• Work to be completed: Aim for an exact copy of the listing, without any images.

• Source data:
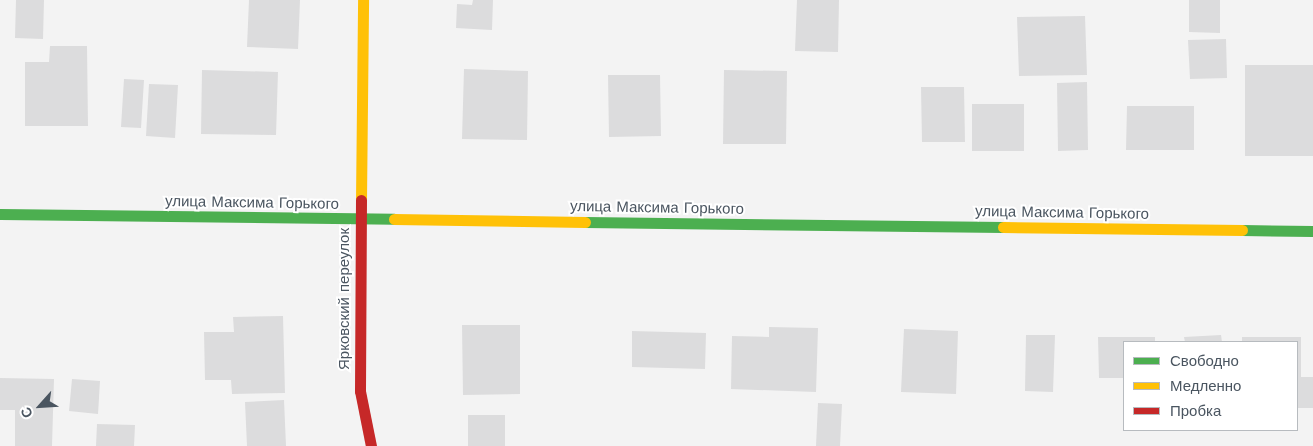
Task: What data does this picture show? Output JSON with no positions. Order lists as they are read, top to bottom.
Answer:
{
  "streets": {
    "main road": ["улица Максима Горького", "Ярковский переулок"]
  },
  "crossings": [
    ["улица Максима Горького", "Ярковский переулок"]
  ],
  "legend": ["Свободно", "Медленно", "Пробка"],
  "north": "bottom left"
}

• Final answer:
Task: What data does this picture show? Output JSON with no positions. Order lists as they are read, top to bottom.
Answer:
{
  "streets": {
    "main road": ["улица Максима Горького", "Ярковский переулок"]
  },
  "crossings": [
    ["улица Максима Горького", "Ярковский переулок"]
  ],
  "legend": ["Свободно", "Медленно", "Пробка"],
  "north": "bottom left"
}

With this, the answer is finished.